The Department of Justice, which had filed the suit hours earlier, charges that Visa’s deal for Plaid is an effort to stifle competition in debit networking by acquiring an entity whose technology could enable it to challenge what the DoJ sees as Visa’s dominance in that market.
“American consumers and business owners increasingly buy and sell goods and services online, and Visa—a monopolist in online debit services—has extracted billions of dollars from those transactions,” assistant attorney general Makan Delrahim of the Justice Department’s Antitrust Division says in a prepared statement. “Now, Visa is attempting to acquire Plaid, a nascent competitor developing a disruptive, lower-cost option for online debit payments. If allowed to proceed, the acquisition would deprive American merchants and consumers of this innovative alternative to Visa and increase entry barriers for future innovators.”
Visa announced in January it had struck a deal to acquire Plaid, an 8-year-old company that connects nonbank payments providers such as Stripe and Venmo with consumers’ bank accounts, with consumers’ permission, to aggregate spending data, look up balances, and verify other personal financial information.
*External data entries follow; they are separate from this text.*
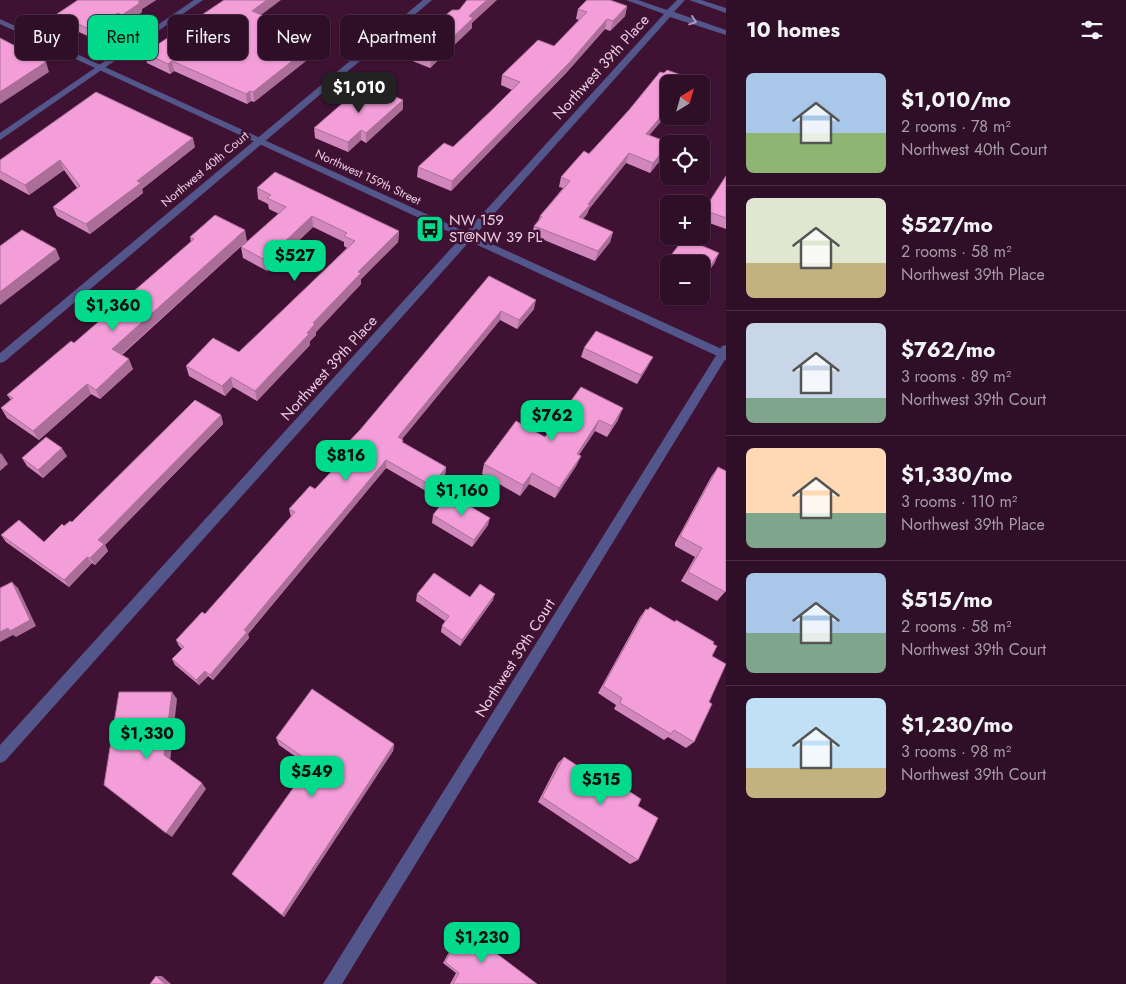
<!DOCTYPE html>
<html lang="en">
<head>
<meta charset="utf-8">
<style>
  :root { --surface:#2f0e27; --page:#3b1c33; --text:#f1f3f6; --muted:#a79ca7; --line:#4a2e44; --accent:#01d98b }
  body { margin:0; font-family:Jost,sans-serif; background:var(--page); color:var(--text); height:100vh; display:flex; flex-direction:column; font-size:19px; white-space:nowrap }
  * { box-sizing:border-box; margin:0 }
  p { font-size:16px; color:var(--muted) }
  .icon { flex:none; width:28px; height:28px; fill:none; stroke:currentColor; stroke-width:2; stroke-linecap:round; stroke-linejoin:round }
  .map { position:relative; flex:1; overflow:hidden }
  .sheet { display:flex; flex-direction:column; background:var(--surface); width:400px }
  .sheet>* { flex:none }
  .banner { position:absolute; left:15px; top:15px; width:475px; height:45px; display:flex; gap:10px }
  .needle { width:32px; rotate:37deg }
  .fabs { position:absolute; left:660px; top:75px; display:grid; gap:10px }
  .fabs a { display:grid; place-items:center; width:50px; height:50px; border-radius:8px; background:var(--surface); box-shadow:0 1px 4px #0004,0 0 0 1px var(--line); font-size:25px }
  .price { position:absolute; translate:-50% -42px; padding:0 11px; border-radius:10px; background:var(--accent); color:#111; font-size:16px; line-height:32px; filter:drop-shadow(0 1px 2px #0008) }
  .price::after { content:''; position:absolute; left:50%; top:30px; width:15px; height:11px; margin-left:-8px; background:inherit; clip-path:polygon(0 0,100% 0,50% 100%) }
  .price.active { background:#222; color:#fff }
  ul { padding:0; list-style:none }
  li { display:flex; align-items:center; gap:15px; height:125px; padding:0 20px }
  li+li { border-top:1px solid var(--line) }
  li span { display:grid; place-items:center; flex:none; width:140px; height:100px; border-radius:8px; color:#555 }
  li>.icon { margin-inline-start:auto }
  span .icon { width:60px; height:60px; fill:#fffc; stroke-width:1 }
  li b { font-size:21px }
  h2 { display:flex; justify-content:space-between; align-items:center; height:60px; padding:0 20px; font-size:21px }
  .chip { padding:0 18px; border-radius:8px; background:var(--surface); box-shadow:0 1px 4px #0004,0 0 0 1px var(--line); font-size:18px; line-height:45px }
  .chip.active { background:var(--accent); color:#111 }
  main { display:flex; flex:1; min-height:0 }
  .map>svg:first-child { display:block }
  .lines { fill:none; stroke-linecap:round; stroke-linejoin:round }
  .minor { fill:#52568a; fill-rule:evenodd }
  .tertiary { fill:#52568a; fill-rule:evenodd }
  .wall { fill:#d187bb }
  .shaded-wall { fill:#aa6e98 }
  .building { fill:#f39dd9; stroke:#aa6e98 }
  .oneway { stroke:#ae9dbe }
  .labels { text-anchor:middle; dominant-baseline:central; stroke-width:5; stroke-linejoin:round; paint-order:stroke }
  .far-street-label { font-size:12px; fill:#ebcde0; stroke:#3f1234 }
  .street-label { font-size:15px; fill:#ebcde0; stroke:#3f1234 }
  .poi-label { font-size:15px; fill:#ebcde0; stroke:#3f1234; text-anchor:start }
</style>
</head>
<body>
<main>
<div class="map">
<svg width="726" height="984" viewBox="0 0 726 984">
  <rect width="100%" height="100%" fill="#3f1234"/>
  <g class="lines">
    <g class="minor">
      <polygon points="194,0 203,0 0,140 0,133"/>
      <polygon points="423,0 432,0 4,362 0,363 0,353"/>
      <polygon points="626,0 638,0 667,10 677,0 685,0 674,12 726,30 726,35 670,17 5,761 0,763 0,745 664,14"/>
      <polygon points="689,0 701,0 726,8 726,13"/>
      <polygon points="726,345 726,358 342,984 323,984 722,346"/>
    </g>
    <polygon class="tertiary" points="0,19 726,351 726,360 0,24"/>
  </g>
  <g class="wall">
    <polygon points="78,0 156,0 142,9 142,12 124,24 120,22 92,38 59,23 57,14"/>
    <polygon points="627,6 625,16 610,31 605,29 566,73 451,191 417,177 418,167 453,147 512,90 501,85 502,75 554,46 579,20 576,19 578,9"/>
    <polygon points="261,15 321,49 254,102 251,101 247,104 174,71 170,74 147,63 145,53"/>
    <polygon points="472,23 472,28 430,68 410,60 411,55 408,54 409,44"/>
    <polygon points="669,84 669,112 649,135 669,144 666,153 650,173 626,163 589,209 587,214 583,219 613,232 610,242 595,261 532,235 534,226 538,221 540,216 563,188 559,187 561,177"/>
    <polygon points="403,109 366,143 361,140 348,152 315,138 314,128"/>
    <polygon points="195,147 142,189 143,193 90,234 57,216 53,207 77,188 64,170 29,195 0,179 0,160"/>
    <polygon points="726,176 726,229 701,220 701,215 704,210"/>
    <polygon points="257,188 399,231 398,242 361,279 361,284 316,332 316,335 310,341 310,345 257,401 233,387 225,396 189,376 186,366 239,352 347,248 344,246 344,242 313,227 267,271 243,258 241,247 279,214 269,209 268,204 258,199"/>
    <polygon points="190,237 247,241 122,355 133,369 100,399 91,394 39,440 7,418 1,408 11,400 7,395 74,343 191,242"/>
    <polygon points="669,258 715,262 701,283 701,264 669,264 669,269 665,268"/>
    <polygon points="489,276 534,309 517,329 500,320 402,439 403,443 446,467 445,475 431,494 386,468 248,634 249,638 213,680 208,676 199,685 175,665 172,659 182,649 179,646 176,640 205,614 291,517 289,509 315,489 340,462 339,461 338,453 360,430"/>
    <polygon points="584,348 648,366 637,384 581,357"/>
    <polygon points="581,387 618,420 607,437 595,431 579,455 581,456 576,466 555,498 529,484 520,496 482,474 484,464 545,437"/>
    <polygon points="221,415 223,424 105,545 108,551 95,565 92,563 69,587 6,542 1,535 44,542"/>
    <polygon points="67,456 43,478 27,466 22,458"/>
    <polygon points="718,467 725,592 717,601 681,581 695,557 675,546 675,543 711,477"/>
    <polygon points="433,515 488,525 472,547 432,523"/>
    <polygon points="417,594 470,597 493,600 460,646 441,632 442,626 445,621 416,601"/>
    <polygon points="646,609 675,622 676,620 713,644 709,702 694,742 686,748 668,737 664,740 614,709 616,705 598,693 640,617"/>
    <polygon points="276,738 394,744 393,751 284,917 232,874 309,766 279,745"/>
    <polygon points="564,757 582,769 587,764 638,806 638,860 630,864 538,802 558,763"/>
    <polygon points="464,929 537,984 450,984 456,973 443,963 461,930"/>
  </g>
  <g class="shaded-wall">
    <polygon points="140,0 156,0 142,9 142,12 124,24 122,15"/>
    <polygon points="267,0 281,0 253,21 252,11"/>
    <polygon points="487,0 497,0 472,23 472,28 430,68 431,58 469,16"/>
    <polygon points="627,6 625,16 610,31 613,21"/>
    <polygon points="118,13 120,22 92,38 89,29"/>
    <polygon points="607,19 605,29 566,73 451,191 452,181"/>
    <polygon points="320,39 321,49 254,102 253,92"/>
    <polygon points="172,61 174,71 170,74 168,64"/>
    <polygon points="46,62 49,72 0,104 0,92"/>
    <polygon points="250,91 251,101 247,104 246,94"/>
    <polygon points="403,100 403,109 366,143 366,133"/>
    <polygon points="669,107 669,112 642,144 646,134"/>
    <polygon points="361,130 361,140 348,152 348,142"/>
    <polygon points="193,138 195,147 142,189 143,193 90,234 86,224 137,181"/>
    <polygon points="669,144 666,153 650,173 653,163"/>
    <polygon points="629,153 626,163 589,209 587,214 577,226 579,217 588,204"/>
    <polygon points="60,160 64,170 29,195 25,185"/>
    <polygon points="312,216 313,227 267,271 265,260"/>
    <polygon points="245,230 247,241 116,359 112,349"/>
    <polygon points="399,231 398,242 361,279 361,284 316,332 316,335 310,341 310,345 257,401 255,391 307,333 313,323 358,272"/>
    <polygon points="613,232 610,242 595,261 598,251"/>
    <polygon points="56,249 60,259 0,305 0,292"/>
    <polygon points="719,253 715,262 701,283 705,274"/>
    <polygon points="536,300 534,309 517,329 519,320"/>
    <polygon points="501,311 500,320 397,445 398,437"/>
    <polygon points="653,357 648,366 637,384 641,375"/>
    <polygon points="129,359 133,369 100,399 96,390"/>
    <polygon points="231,377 233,387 225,396 222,386"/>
    <polygon points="87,384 91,394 39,440 33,431"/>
    <polygon points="623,408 618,420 607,437 612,426"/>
    <polygon points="221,415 223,424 105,545 108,551 95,565 90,558 98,540"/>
    <polygon points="599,420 595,431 572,464 577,454"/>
    <polygon points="62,448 67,456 43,478 38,470"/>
    <polygon points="1,453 8,464 0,471 0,454"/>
    <polygon points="581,456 576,466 555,498 559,488"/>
    <polygon points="386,460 386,468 248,634 249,638 213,680 210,675 244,630"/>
    <polygon points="446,467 445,475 431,494 432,486"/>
    <polygon points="532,473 529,484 520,496 523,485"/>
    <polygon points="490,518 488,525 472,547 474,540"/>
    <polygon points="87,557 92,563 69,587 64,580"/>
    <polygon points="12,582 18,588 36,626 16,637 13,635 0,642 0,632"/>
    <polygon points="495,594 493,600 460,646 462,640"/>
    <polygon points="205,671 208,676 199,685 196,680"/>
    <polygon points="172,692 177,699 170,762 164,755"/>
    <polygon points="394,744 393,751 284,917 282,915"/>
    <polygon points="202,783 206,789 172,837 166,833"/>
    <polygon points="156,976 162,976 171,984 165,984"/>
  </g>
  <g class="building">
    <polygon points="78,0 140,0 138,2 140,3 122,15 118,13 89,29 57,14"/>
    <polygon points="224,0 267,0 252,11 320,39 253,92 250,91 246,94 172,61 168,64 145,53"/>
    <polygon points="467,0 487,0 469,16 473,18 431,58 411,50 415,47 409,44 452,10 459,10"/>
    <polygon points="587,0 610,0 627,6 613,21 607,19 569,63 452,181 418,167 444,143 453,147 490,112 520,82 502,75 538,40 554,46 587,12 578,9"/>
    <polygon points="0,38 46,62 0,92"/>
    <polygon points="667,70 695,80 692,84 669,84 669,107 646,134 670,143 653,163 629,153 588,204 590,205 579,217 613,232 598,251 534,226 542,217 540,216 570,181 561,177 584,151 589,154 629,110 660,72 664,73"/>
    <polygon points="370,86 403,100 366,133 361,130 348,142 314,128 360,88 365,90"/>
    <polygon points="96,92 193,138 137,181 141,183 86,224 53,207 80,186 60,160 25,185 0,171 0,160"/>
    <polygon points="275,172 399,231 358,272 361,273 313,323 315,324 307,333 309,334 255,391 231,377 222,386 186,366 213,338 239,352 355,241 344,236 347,233 312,216 265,260 241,247 286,207 267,198 271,195 257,188"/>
    <polygon points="726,176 726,218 704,210"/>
    <polygon points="215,215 245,230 112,349 129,359 96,390 87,384 33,431 1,408 13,398 7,395 71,341 74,343 194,239 190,237"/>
    <polygon points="22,230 56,249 0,292 0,246"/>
    <polygon points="684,238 719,253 705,274 701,272 701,264 682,264 669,258"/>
    <polygon points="489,276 536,300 519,320 501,311 398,437 403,440 402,442 446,467 432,486 386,460 244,630 247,632 210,675 205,671 196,680 172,659 184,647 176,640 202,612 205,614 295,512 289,509 310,486 315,489 345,457 338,453 360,430"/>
    <polygon points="596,331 653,357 641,375 584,348"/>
    <polygon points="581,387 623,408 612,426 599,420 577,454 581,456 559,488 532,473 523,485 484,464 516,421 545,437"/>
    <polygon points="195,400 221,415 98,540 104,544 90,558 87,557 64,580 1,535 19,520 44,542 62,524 64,526 70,521 72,522"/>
    <polygon points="46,437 62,448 38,470 22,458"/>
    <polygon points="718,467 726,471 726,591 725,592 688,572 702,548 681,537 681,534"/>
    <polygon points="449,494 490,518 474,540 433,515"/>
    <polygon points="434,573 470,597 480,584 495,594 462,640 442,626 449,616 417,594"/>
    <polygon points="12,582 30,620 10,631 8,628 0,632 0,588"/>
    <polygon points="650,607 675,622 676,620 714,642 713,644 717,646 712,656 726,664 709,702 712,704 694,742 674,730 671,734 620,703 622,698 603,686 646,609 648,610"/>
    <polygon points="312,689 394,744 282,915 232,874 311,763 276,738"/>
    <polygon points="119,692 172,692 164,755 202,783 166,833 104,785"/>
    <polygon points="564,757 584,770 587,764 641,799 638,806 658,818 638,860 542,797"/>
    <polygon points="464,929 537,984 453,984 459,973 445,962"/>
    <polygon points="156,976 165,984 150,984"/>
  </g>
  <defs><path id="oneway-chevron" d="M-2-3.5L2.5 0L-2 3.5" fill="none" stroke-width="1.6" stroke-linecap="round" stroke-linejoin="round" transform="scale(1.25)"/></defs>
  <use class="oneway" href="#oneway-chevron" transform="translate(693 21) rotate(19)"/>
  <defs>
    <symbol id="bus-square" viewBox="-11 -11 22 22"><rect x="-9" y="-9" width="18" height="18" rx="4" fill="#01d98b" stroke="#3f1234"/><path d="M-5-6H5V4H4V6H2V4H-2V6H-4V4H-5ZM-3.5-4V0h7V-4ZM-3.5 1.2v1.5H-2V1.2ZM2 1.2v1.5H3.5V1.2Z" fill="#111"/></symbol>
  </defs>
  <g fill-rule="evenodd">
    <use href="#bus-square" x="414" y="213" width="32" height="32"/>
  </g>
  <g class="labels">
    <g class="far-street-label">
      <text transform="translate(205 169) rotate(-40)">Northwest 40th Court</text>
      <text transform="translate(368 177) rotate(25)">Northwest 159th Street</text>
    </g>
    <g class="street-label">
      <text transform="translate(601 67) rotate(-48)">Northwest 39th Place</text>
      <text transform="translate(329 368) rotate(-48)">Northwest 39th Place</text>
      <text transform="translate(515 658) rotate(-58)">Northwest 39th Court</text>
    </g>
    <g class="poi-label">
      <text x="449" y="220">NW 159<tspan x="449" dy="17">ST@NW 39 PL</tspan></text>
    </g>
  </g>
</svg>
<div class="fabs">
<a><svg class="needle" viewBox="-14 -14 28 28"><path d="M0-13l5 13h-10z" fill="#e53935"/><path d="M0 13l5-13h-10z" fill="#a79ca7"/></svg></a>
<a><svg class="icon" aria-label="locate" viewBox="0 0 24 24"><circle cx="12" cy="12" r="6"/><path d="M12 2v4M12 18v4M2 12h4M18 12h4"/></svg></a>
<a>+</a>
<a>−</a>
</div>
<b class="price active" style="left:359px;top:114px">$1,010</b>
<b class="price" style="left:295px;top:282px">$527</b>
<b class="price" style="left:113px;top:332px">$1,360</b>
<b class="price" style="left:552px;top:442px">$762</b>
<b class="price" style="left:346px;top:482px">$816</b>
<b class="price" style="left:462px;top:517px">$1,160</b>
<b class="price" style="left:147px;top:760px">$1,330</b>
<b class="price" style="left:312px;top:798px">$549</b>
<b class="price" style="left:601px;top:806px">$515</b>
<b class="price" style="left:482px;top:964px">$1,230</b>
<div class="banner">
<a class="chip">Buy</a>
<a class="chip active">Rent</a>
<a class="chip">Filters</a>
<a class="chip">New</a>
<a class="chip">Apartment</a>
</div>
</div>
<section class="sheet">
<h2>10 homes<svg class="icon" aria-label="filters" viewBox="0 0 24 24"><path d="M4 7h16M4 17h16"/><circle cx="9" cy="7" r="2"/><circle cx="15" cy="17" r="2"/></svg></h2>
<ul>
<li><span style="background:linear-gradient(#a9c7e8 60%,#8fb573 0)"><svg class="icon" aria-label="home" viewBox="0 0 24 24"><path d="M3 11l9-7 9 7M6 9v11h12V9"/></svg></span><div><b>$1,010/mo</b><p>2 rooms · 78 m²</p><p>Northwest 40th Court</p></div></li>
<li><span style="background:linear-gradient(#dfe7d0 65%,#c2b280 0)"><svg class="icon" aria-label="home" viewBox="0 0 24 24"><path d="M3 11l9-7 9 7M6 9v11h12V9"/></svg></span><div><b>$527/mo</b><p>2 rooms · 58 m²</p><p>Northwest 39th Place</p></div></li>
<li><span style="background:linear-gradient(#c9d6e8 75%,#7fa58c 0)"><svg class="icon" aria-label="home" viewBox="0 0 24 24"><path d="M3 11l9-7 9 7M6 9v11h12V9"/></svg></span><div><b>$762/mo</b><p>3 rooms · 89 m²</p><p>Northwest 39th Court</p></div></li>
<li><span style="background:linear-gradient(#ffd9b3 65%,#7fa58c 0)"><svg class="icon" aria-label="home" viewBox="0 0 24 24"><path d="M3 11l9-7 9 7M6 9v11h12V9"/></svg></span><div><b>$1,330/mo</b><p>3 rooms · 110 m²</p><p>Northwest 39th Place</p></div></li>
<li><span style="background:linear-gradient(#a9c7e8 60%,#7fa58c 0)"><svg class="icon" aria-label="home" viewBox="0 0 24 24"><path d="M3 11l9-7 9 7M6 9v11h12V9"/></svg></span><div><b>$515/mo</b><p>2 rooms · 58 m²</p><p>Northwest 39th Court</p></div></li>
<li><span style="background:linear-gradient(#bfe0f5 70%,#c2b280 0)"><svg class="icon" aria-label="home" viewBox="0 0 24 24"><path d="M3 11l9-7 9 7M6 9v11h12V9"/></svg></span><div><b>$1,230/mo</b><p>3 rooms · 98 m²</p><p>Northwest 39th Court</p></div></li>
</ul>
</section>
</main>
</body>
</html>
Those connections, also known as open banking, are vital links for fintechs seeking to enable such services as peer-to-peer payments, online banking, and digital investing.
One of the biggest players in open banking, Plaid has connections to 200 million consumer bank accounts and 11,000 U.S. banks, according to the DoJ.
In its response to the lawsuit, Visa argues the DoJ misunderstands both Plaid’s business and the ultra-competitive landscape in which it operates.
“The combination of Visa and Plaid will deliver substantial benefits for consumers seeking access to a broader range of financial-related services, and Visa intends to defend the transaction vigorously,” Visa says in its statement. “As we explained to the DoJ, Plaid is not a payments company. Visa’s business faces intense competition from a variety of players—but Plaid is not one of them. Plaid is a data network that enables individuals to connect their financial accounts to the apps and services they use to manage their financial lives, and its capabilities complement Visa’s. Together, Visa and Plaid will deliver better digital experiences and more choice for consumers in managing their money and financial data. Visa is confident that this transaction is good for consumers and good for competition.”
Visa could not be reached for further comment.
Despite Visa’s claims, Plaid’s size and reach are most likely what triggered the DoJ’s theory that the acquisition by Visa violates antitrust law, says Patricia Hewitt, principal at PG Research & Advisory Services, a Savannah, Ga.-based consultancy.
“There is increasing value in organizations to get to depository accounts and affect transactions in those accounts,” Hewitt says. “What Plaid does is connect disparate entities to bank accounts and other authentication services. The acquisition of Plaid by Visa could lock out a lot of competition in open banking.
“Visa has always been an aggressive competitor and it looks for contractual exclusivity in its business arrangements,” she adds. “The DoJ is obviously looking hard at the antitrust implications of Visa’s planned acquisition of Plaid.”